Project Description
DFG - ANR Projekt SI 2497/3 "Verallgemeinernde Prinzipien für multivariate Algorithmen"
Principal investigator: Sebastian Siebertz, Dimitrios Thilikos
Project term: 2021 - 2024.
Studying the tractability of computational problems is a core challenge in theoretical computer science. A central question is when, why, and how computational problems can be solved efficiently. Towards answering this question, the theory of algorithms has offered powerful unifying results, called algorithmic meta-theorems (AMTs) that provide general mathematical conditions implying the automatic derivation of efficient algorithms. These conditions are typically linked to the descriptive complexity of the problems (via logic) and the structural properties of their inputs (via combinatorics).
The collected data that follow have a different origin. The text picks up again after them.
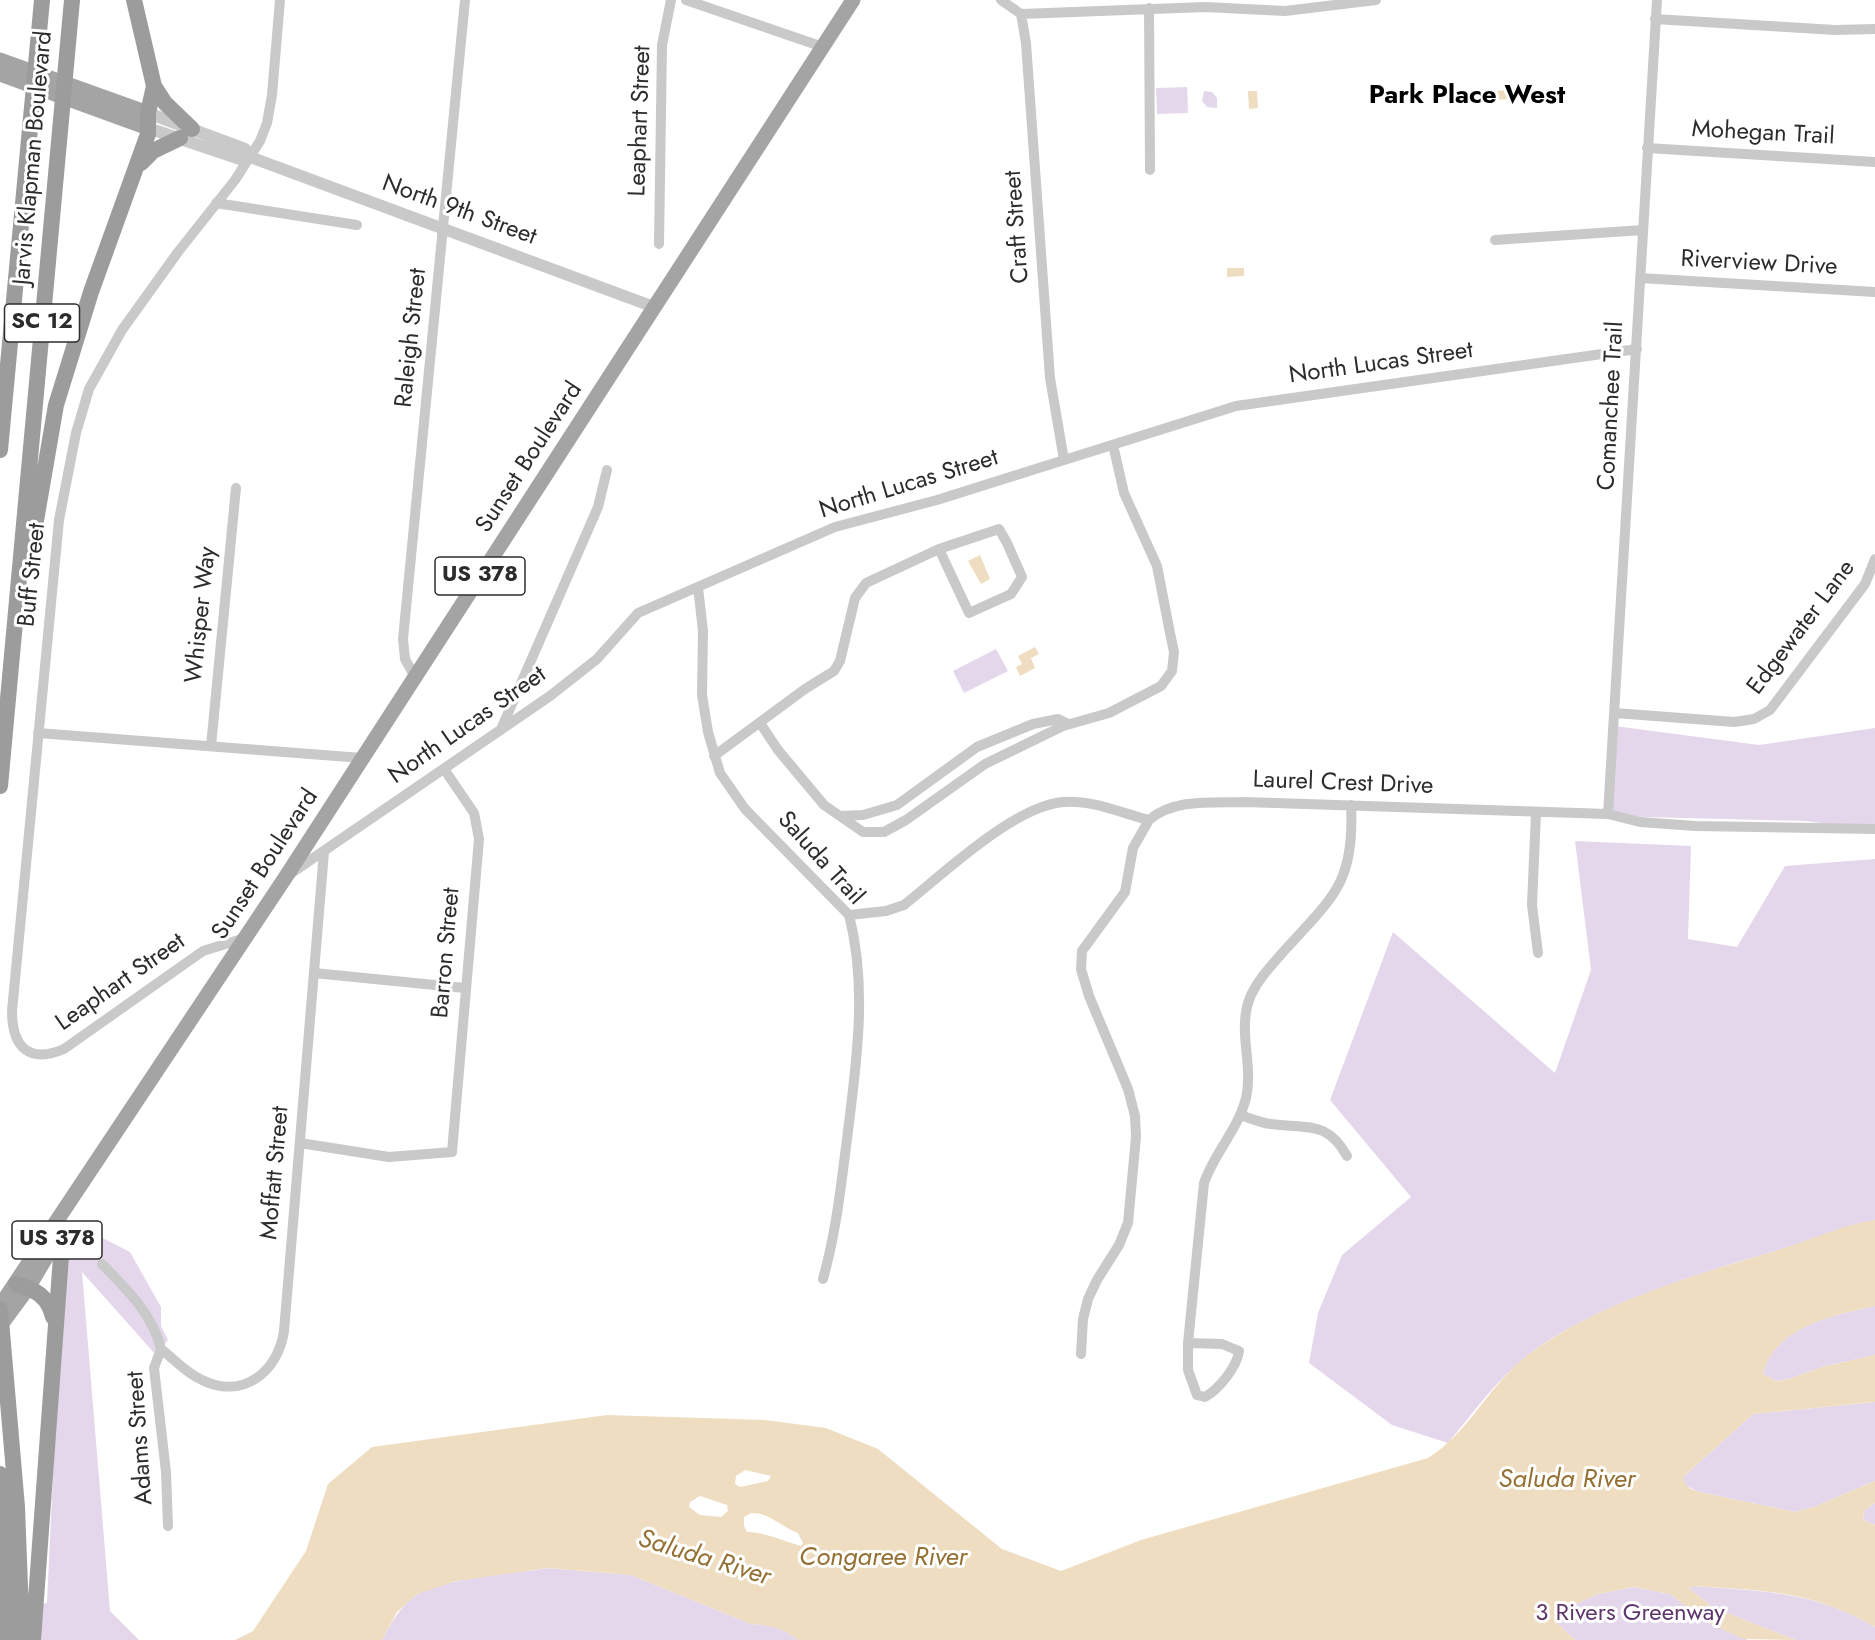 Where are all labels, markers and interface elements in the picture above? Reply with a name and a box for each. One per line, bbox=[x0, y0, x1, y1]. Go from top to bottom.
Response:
street label: Jarvis Klapman Boulevard bbox=[9, 30, 59, 286]
street label: Leaphart Street bbox=[624, 45, 658, 197]
district label: Park Place West bbox=[1369, 81, 1565, 113]
street label: Mohegan Trail bbox=[1691, 116, 1835, 152]
street label: Craft Street bbox=[1000, 169, 1036, 285]
street label: North 9th Street bbox=[378, 170, 540, 252]
street label: Riverview Drive bbox=[1680, 246, 1838, 282]
street label: Raleigh Street bbox=[390, 267, 434, 409]
road number: SC 12 bbox=[4, 304, 80, 342]
street label: Comanchee Trail bbox=[1593, 321, 1631, 491]
street label: North Lucas Street bbox=[1287, 337, 1475, 391]
street label: Sunset Boulevard bbox=[471, 377, 589, 539]
street label: North Lucas Street bbox=[816, 444, 1002, 526]
street label: Buff Street bbox=[13, 522, 53, 628]
street label: Whisper Way bbox=[181, 545, 223, 685]
street label: Edgewater Lane bbox=[1742, 555, 1862, 701]
road number: US 378 bbox=[435, 557, 525, 595]
street label: North Lucas Street bbox=[384, 661, 552, 791]
street label: Laurel Crest Drive bbox=[1252, 766, 1434, 802]
street label: Sunset Boulevard bbox=[207, 784, 325, 946]
street label: Saluda Trail bbox=[770, 806, 870, 912]
street label: Barron Street bbox=[427, 886, 467, 1020]
street label: Leaphart Street bbox=[51, 928, 191, 1038]
street label: Moffatt Street bbox=[256, 1105, 296, 1241]
road number: US 378 bbox=[12, 1221, 102, 1259]
street label: Adams Street bbox=[122, 1370, 160, 1506]
water label: Saluda River bbox=[1499, 1465, 1635, 1497]
water label: Saluda River bbox=[634, 1524, 774, 1594]
water label: Congaree River bbox=[799, 1543, 967, 1575]
park label: 3 Rivers Greenway bbox=[1535, 1600, 1725, 1628] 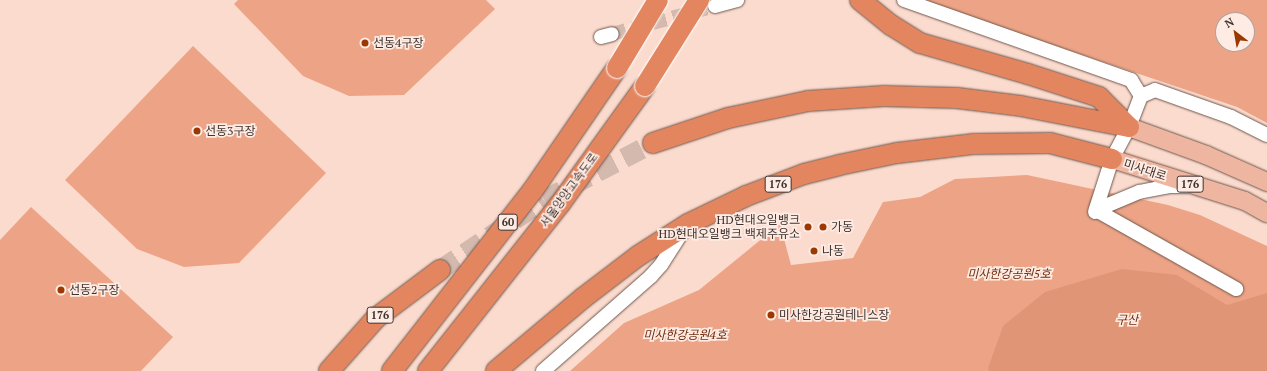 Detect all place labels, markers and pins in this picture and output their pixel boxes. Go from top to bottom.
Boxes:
place label: 선동4구장 [373,36,424,50]
marker: 선동4구장 [360,38,370,48]
place label: 선동3구장 [205,124,256,138]
marker: 선동3구장 [192,126,202,136]
place label: HD현대오일뱅크 HD현대오일뱅크 백제주유소 [658,213,800,241]
place label: 가동 [831,220,853,234]
marker: HD현대오일뱅크 HD현대오일뱅크 백제주유소 [803,222,813,232]
marker: 가동 [818,222,828,232]
place label: 나동 [822,244,844,258]
marker: 나동 [809,246,819,256]
place label: 선동2구장 [69,283,120,297]
marker: 선동2구장 [56,285,66,295]
place label: 미사한강공원테니스장 [779,308,889,322]
marker: 미사한강공원테니스장 [766,310,776,320] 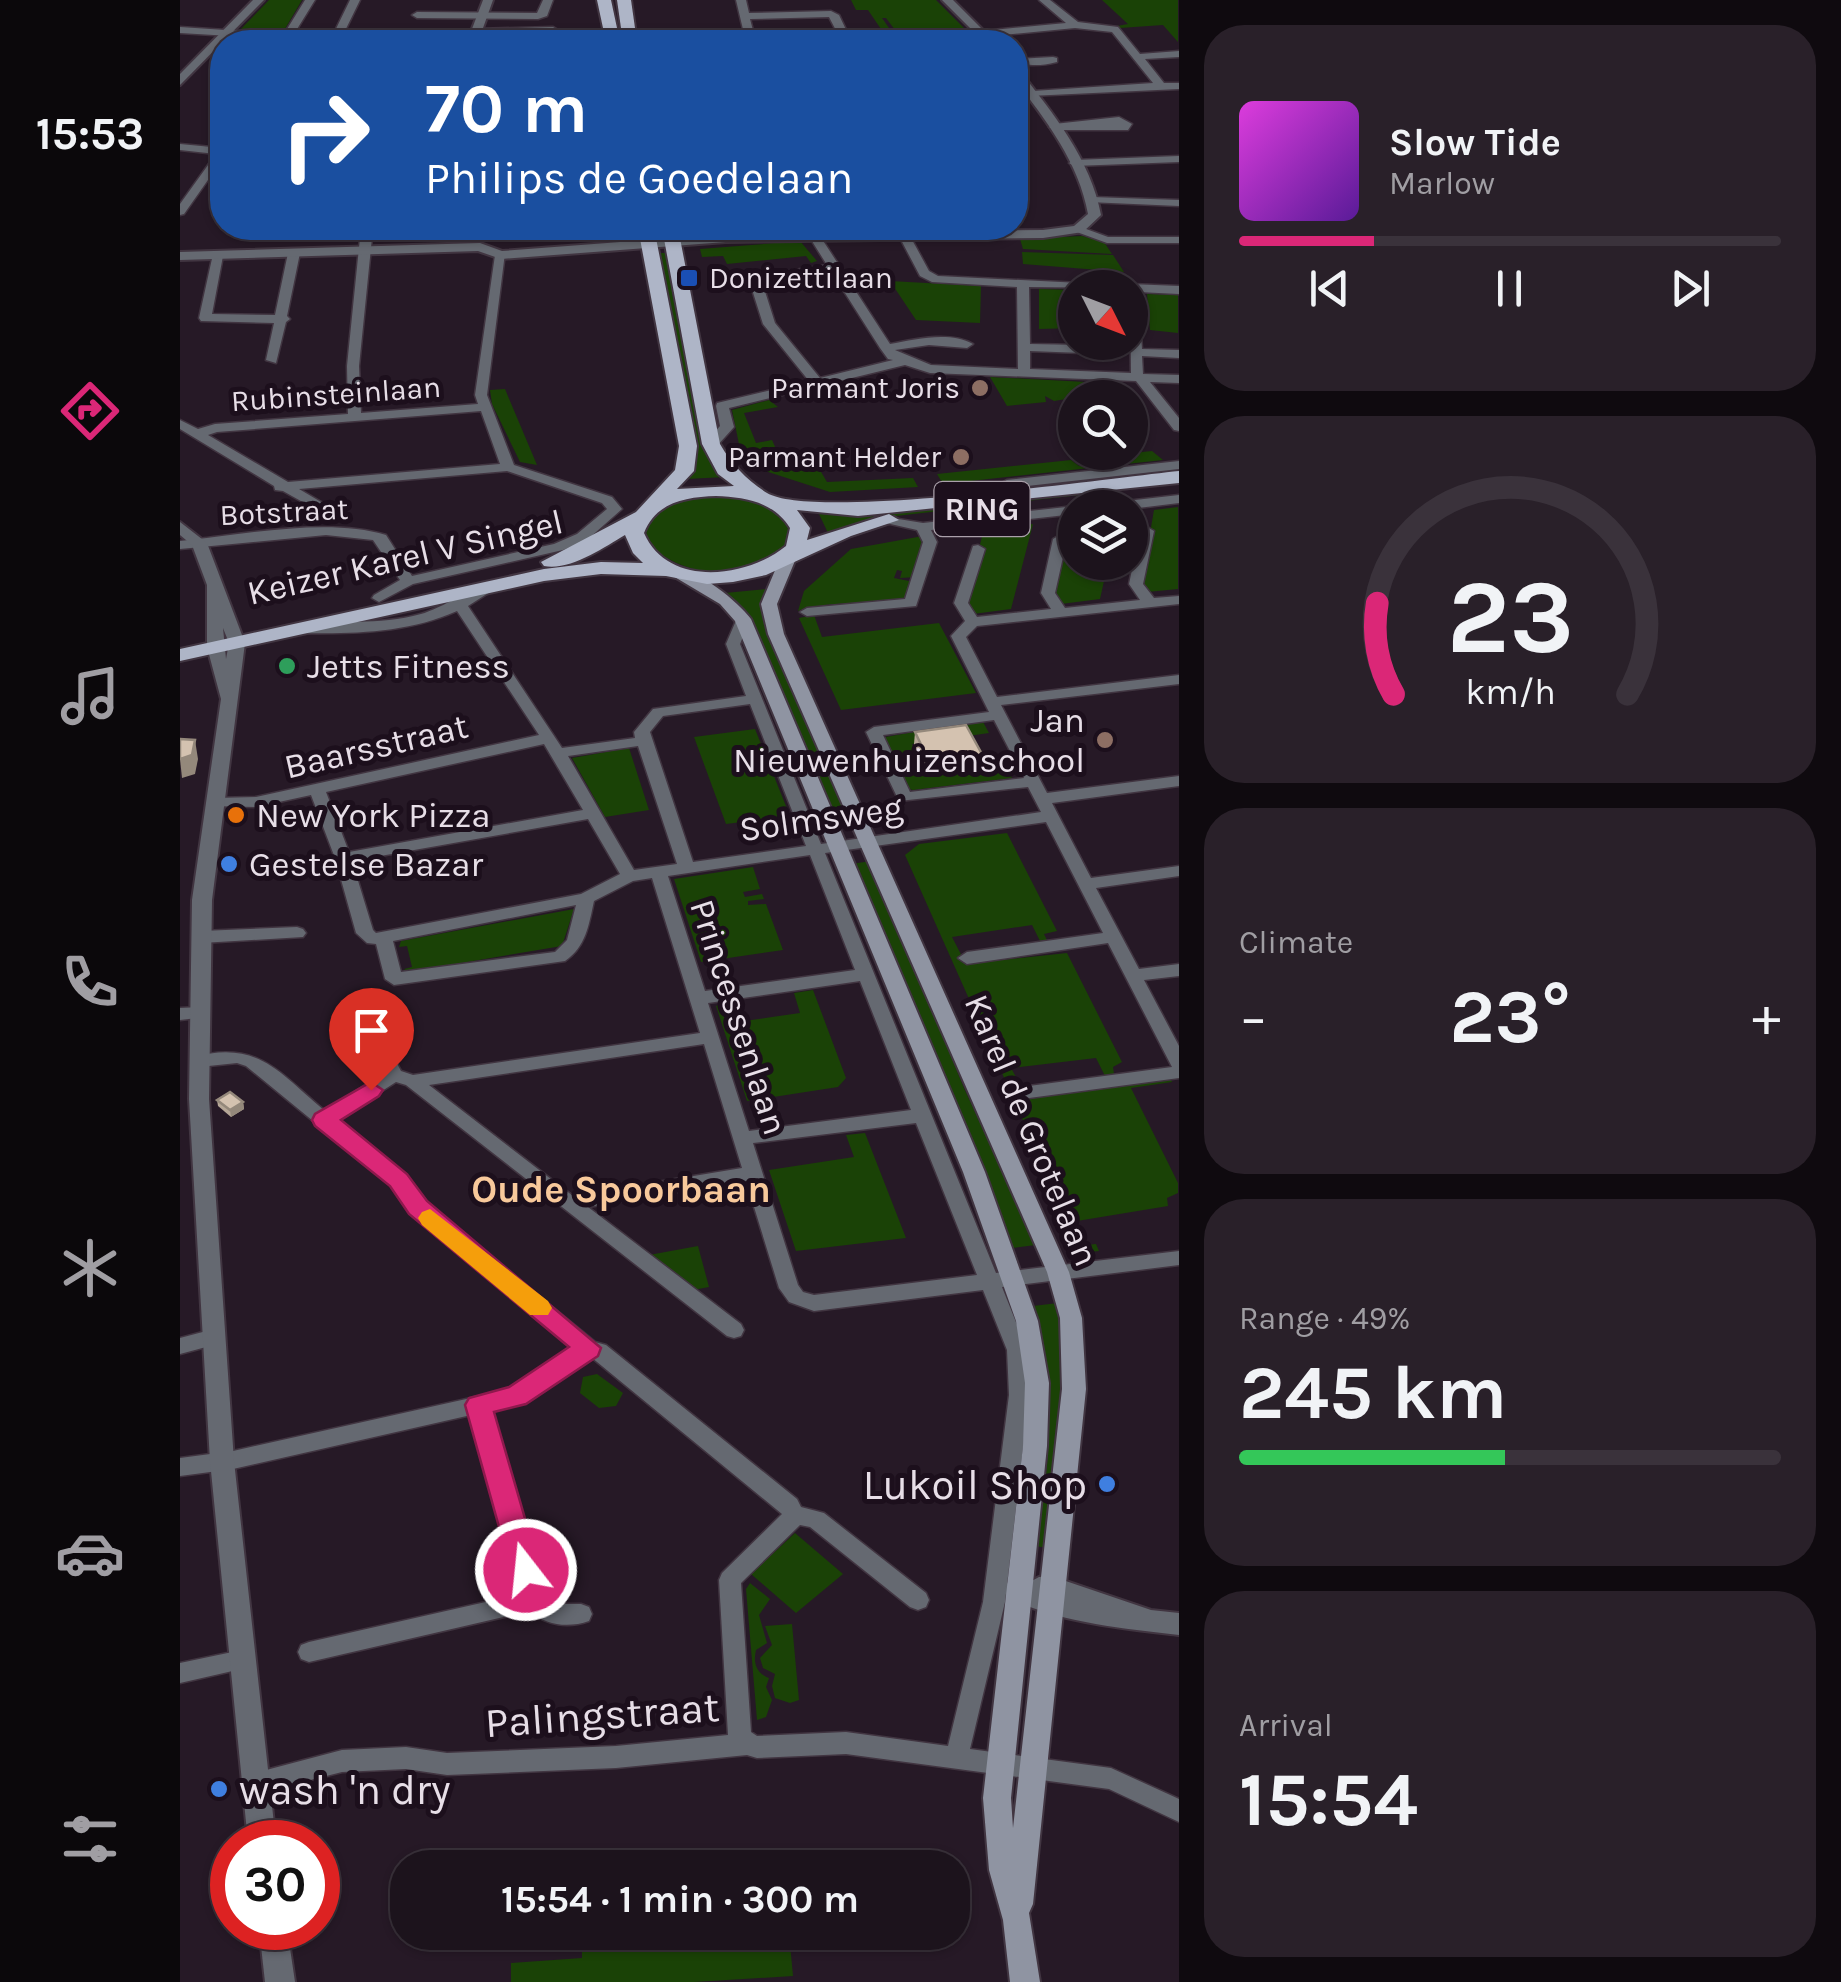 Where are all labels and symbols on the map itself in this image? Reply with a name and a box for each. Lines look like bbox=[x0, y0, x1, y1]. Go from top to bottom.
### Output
place label: Donizettilaan bbox=[709, 260, 893, 296]
marker: Donizettilaan bbox=[678, 267, 700, 289]
north arrow bbox=[1058, 270, 1148, 360]
street label: Rubinsteinlaan bbox=[230, 369, 442, 419]
place label: Parmant Joris bbox=[771, 370, 960, 406]
marker: Parmant Joris bbox=[969, 377, 991, 399]
place label: Parmant Helder bbox=[728, 439, 941, 475]
marker: Parmant Helder bbox=[950, 446, 972, 468]
road number: RING bbox=[934, 482, 1030, 536]
street label: Botstraat bbox=[219, 491, 349, 533]
street label: Keizer Karel V Singel bbox=[243, 501, 567, 614]
place label: Jetts Fitness bbox=[307, 646, 510, 687]
marker: Jetts Fitness bbox=[276, 655, 298, 677]
place label: Jan Nieuwenhuizenschool bbox=[733, 700, 1085, 781]
street label: Baarsstraat bbox=[280, 705, 472, 788]
marker: Jan Nieuwenhuizenschool bbox=[1094, 729, 1116, 751]
street label: Solmsweg bbox=[737, 787, 906, 850]
place label: New York Pizza bbox=[256, 795, 491, 836]
marker: New York Pizza bbox=[225, 804, 247, 826]
place label: Gestelse Bazar bbox=[249, 844, 483, 885]
marker: Gestelse Bazar bbox=[218, 853, 240, 875]
street label: Princessenlaan bbox=[681, 894, 796, 1140]
pin bbox=[329, 988, 414, 1091]
street label: Karel de Grotelaan bbox=[956, 988, 1107, 1272]
district label: Oude Spoorbaan bbox=[471, 1167, 771, 1212]
place label: Lukoil Shop bbox=[863, 1460, 1087, 1510]
marker: Lukoil Shop bbox=[1096, 1473, 1118, 1495]
position arrow bbox=[474, 1518, 578, 1622]
street label: Palingstraat bbox=[483, 1682, 721, 1748]
place label: wash 'n dry bbox=[239, 1765, 451, 1815]
marker: wash 'n dry bbox=[208, 1778, 230, 1800]
speed limit sign: 30 bbox=[210, 1820, 340, 1950]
AMTs, while infrequent, are precious because they provide a deep understanding of the nature of computational tractability. This proposal aims at revealing the unification potential of AMTs in discrete algorithms. We are going to employ the framework of parameterized complexity theory, where algorithm efficiency is evaluated not only with respect to the input size but also with respect to additional key secondary parameters. This multivariate approach allows to flexibly take into account the logical and structural conditions that are typically encountered in problem parametrizations. Parameterized complexity theory is a fully developed discipline of theoretical computer science and has developed an extended arsenal of algorithmic techniques and paradigms. Their systematic elevation to AMTs is a mature and non-trivial challenge that calls for a qualitative shift in the theory of algorithms from the study of particular problems to the quest for unifying algorithmic theories. We plan to distill the best meta-algorithmic value from the most advanced techniques in all aspects of contemporary parameterized complexity theory. We propose the proof of AMTs for wide families of problems in diverse contexts in discrete algorithms. The ultimate outcome will be the establishment of AMTs as an essential unification ingredient of the theory of algorithms.